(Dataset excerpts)
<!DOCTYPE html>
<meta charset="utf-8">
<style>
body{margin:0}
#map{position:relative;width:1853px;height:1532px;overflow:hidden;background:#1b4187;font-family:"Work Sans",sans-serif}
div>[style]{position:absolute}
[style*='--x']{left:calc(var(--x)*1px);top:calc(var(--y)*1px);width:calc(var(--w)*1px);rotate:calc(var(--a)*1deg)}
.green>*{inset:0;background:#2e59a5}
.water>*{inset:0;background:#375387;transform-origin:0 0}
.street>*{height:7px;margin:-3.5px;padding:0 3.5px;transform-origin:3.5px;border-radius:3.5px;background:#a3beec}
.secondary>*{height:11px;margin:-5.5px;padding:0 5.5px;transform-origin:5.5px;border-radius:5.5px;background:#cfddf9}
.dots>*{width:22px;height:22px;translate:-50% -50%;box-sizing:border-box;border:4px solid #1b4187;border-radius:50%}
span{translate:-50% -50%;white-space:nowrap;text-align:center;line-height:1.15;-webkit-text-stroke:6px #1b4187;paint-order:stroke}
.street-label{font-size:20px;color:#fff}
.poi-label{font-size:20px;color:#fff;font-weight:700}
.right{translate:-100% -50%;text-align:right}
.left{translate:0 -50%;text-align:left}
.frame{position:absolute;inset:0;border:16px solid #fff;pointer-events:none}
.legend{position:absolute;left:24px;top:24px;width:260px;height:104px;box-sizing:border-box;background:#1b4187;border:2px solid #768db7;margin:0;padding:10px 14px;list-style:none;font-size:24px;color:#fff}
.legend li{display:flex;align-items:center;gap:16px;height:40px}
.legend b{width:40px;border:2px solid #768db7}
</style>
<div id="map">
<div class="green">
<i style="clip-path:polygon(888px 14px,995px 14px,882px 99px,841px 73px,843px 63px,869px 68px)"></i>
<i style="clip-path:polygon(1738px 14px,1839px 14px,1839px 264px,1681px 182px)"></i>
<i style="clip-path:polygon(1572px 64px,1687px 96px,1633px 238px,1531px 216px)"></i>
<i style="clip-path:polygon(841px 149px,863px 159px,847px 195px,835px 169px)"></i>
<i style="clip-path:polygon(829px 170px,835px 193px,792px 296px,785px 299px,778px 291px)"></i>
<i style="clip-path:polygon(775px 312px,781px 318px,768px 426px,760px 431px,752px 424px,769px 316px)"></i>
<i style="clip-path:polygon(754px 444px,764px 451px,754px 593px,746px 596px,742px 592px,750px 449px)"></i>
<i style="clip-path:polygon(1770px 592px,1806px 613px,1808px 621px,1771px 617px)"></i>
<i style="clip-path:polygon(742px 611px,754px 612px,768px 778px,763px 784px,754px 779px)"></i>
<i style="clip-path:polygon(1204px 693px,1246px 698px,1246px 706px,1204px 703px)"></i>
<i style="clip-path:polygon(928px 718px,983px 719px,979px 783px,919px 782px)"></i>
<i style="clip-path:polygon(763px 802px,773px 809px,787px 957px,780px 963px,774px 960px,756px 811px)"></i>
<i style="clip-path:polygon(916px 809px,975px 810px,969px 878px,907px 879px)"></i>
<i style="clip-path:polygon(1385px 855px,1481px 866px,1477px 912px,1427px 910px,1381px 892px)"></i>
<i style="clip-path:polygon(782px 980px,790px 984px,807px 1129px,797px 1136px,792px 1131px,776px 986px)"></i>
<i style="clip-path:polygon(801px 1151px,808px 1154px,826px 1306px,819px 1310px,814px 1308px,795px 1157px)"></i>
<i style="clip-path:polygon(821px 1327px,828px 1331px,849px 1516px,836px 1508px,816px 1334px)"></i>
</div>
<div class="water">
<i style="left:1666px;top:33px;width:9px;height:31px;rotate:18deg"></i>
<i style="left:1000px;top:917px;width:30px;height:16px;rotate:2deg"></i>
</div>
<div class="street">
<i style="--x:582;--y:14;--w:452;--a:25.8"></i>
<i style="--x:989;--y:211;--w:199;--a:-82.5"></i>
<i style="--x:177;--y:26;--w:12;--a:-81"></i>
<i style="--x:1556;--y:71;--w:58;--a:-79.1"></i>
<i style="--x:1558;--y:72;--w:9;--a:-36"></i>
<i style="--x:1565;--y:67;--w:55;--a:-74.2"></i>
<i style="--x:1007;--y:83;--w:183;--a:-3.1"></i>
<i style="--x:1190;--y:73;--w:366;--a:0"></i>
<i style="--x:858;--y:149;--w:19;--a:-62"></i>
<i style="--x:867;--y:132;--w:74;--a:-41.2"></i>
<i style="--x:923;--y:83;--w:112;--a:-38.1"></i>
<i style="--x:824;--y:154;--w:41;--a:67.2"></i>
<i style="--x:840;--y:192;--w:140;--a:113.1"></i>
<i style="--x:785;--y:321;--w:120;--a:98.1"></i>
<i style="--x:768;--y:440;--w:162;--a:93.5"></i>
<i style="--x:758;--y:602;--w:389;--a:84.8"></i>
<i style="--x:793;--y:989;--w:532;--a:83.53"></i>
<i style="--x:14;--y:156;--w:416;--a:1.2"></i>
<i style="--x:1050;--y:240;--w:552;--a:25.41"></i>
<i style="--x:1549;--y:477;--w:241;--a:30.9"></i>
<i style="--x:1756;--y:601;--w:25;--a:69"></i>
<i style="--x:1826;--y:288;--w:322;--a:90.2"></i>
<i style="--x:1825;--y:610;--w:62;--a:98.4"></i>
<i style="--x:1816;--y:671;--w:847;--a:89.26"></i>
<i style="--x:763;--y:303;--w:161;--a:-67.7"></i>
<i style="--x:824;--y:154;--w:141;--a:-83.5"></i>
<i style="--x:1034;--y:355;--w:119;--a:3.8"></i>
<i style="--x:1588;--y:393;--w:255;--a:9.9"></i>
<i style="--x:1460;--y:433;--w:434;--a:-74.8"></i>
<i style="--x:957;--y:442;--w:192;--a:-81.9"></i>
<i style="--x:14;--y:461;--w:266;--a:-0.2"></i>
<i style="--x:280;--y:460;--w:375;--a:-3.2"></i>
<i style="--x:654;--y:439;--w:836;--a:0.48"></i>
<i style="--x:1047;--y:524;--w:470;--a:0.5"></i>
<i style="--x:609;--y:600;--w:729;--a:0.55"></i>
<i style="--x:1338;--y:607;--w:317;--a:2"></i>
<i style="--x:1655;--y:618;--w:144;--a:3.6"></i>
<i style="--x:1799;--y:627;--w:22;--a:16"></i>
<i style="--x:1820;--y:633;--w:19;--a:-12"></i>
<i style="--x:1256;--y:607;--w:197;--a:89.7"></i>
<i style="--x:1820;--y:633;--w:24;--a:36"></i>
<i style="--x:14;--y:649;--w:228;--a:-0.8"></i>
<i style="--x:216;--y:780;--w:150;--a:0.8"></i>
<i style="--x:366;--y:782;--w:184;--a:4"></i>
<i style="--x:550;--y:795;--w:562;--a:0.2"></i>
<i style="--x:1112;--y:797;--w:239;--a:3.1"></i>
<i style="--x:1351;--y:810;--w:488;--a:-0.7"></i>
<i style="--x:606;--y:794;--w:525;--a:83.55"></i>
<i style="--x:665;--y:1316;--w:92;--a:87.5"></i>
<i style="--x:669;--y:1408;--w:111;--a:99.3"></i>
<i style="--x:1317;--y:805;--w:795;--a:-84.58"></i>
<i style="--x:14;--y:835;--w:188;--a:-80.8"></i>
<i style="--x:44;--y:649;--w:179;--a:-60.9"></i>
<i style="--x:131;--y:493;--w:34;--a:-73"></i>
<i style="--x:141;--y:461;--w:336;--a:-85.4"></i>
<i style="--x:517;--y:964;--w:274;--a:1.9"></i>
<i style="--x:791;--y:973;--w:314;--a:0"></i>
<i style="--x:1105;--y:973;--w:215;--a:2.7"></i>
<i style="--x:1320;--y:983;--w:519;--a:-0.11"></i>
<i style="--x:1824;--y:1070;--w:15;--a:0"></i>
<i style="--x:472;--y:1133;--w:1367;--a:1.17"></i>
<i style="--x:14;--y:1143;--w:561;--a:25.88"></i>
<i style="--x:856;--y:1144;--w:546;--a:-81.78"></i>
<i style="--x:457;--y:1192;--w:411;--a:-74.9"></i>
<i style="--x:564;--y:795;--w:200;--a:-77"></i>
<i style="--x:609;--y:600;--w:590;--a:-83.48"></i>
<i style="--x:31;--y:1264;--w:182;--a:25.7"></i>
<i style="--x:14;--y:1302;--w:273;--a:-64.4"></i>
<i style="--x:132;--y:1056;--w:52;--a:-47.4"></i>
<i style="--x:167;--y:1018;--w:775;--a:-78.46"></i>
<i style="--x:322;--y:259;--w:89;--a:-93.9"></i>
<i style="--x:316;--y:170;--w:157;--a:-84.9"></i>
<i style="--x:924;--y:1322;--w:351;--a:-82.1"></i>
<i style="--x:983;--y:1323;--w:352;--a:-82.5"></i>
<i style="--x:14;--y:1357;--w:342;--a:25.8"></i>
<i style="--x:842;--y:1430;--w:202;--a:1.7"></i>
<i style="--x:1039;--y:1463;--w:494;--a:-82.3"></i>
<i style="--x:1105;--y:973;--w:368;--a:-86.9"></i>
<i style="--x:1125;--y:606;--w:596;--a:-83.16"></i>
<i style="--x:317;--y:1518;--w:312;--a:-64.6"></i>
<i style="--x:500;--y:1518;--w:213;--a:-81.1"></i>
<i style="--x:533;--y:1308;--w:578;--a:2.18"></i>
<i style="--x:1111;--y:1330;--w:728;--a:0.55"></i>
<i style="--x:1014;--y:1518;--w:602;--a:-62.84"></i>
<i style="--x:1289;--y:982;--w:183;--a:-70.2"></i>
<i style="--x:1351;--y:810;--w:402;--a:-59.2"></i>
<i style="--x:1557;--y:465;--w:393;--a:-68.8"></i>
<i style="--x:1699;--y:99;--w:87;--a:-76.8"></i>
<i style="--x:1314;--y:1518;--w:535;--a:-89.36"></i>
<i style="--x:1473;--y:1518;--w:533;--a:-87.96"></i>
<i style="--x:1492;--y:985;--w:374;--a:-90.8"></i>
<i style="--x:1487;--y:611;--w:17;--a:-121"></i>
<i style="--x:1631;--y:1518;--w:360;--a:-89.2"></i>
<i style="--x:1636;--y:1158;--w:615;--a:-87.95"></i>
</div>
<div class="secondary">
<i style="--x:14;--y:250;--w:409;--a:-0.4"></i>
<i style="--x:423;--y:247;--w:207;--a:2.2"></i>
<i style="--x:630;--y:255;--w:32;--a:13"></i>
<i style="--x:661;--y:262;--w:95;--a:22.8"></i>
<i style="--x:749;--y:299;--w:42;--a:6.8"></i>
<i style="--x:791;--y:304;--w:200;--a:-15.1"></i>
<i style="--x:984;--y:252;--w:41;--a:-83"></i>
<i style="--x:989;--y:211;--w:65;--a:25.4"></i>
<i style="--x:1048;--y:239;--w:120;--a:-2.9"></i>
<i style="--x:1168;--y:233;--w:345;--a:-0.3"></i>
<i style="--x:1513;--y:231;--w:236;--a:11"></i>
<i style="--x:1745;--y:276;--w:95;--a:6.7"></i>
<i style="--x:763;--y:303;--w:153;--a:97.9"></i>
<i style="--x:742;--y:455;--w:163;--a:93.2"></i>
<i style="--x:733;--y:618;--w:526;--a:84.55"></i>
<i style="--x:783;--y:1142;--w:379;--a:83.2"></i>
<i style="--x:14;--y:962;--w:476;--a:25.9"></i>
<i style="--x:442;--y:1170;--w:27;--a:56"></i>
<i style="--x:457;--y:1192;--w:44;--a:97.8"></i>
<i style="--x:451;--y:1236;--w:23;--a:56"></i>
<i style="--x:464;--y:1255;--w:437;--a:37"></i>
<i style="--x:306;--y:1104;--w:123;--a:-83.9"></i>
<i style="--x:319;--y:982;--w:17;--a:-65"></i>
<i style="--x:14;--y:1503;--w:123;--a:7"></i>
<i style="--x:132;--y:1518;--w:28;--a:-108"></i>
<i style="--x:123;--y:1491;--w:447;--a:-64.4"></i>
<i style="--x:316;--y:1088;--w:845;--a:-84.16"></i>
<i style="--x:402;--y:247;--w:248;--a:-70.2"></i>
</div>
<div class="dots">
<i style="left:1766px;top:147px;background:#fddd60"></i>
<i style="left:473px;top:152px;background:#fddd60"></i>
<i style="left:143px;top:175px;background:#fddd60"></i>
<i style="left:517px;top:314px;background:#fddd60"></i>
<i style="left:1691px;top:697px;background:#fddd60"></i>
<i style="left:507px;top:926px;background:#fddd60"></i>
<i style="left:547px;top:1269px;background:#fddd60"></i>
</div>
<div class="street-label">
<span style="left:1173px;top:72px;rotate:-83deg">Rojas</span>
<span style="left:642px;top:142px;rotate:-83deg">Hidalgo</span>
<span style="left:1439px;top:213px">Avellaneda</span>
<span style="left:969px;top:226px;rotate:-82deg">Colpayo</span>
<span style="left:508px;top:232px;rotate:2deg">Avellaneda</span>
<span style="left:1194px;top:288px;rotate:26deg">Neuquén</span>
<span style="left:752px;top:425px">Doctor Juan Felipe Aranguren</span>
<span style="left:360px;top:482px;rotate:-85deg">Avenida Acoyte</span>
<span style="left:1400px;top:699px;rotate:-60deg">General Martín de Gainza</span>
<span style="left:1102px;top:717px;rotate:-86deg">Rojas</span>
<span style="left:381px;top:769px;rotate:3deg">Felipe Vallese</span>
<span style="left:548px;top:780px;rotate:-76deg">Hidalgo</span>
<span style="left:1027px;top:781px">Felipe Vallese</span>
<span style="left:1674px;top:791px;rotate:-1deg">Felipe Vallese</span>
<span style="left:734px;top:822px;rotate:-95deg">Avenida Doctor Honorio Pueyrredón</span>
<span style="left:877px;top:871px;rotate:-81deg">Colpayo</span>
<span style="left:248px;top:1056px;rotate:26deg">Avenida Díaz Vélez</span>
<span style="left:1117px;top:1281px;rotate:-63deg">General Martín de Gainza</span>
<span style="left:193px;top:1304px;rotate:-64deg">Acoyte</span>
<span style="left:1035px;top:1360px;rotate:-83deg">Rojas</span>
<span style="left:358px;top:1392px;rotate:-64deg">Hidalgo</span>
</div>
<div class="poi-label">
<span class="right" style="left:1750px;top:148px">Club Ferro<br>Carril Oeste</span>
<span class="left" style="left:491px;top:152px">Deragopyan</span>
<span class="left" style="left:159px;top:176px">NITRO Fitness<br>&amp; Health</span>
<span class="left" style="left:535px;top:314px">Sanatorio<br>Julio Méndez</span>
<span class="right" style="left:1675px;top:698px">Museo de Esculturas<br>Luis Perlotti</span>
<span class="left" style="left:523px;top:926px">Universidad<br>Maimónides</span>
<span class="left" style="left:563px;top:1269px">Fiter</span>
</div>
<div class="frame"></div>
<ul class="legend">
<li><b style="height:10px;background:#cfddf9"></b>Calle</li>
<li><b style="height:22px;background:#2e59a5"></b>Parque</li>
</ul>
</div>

## [Prompt]
For the word "water", how many lines in the records above contain it? Answer with the number and nothing else.

## [Solved problem]
2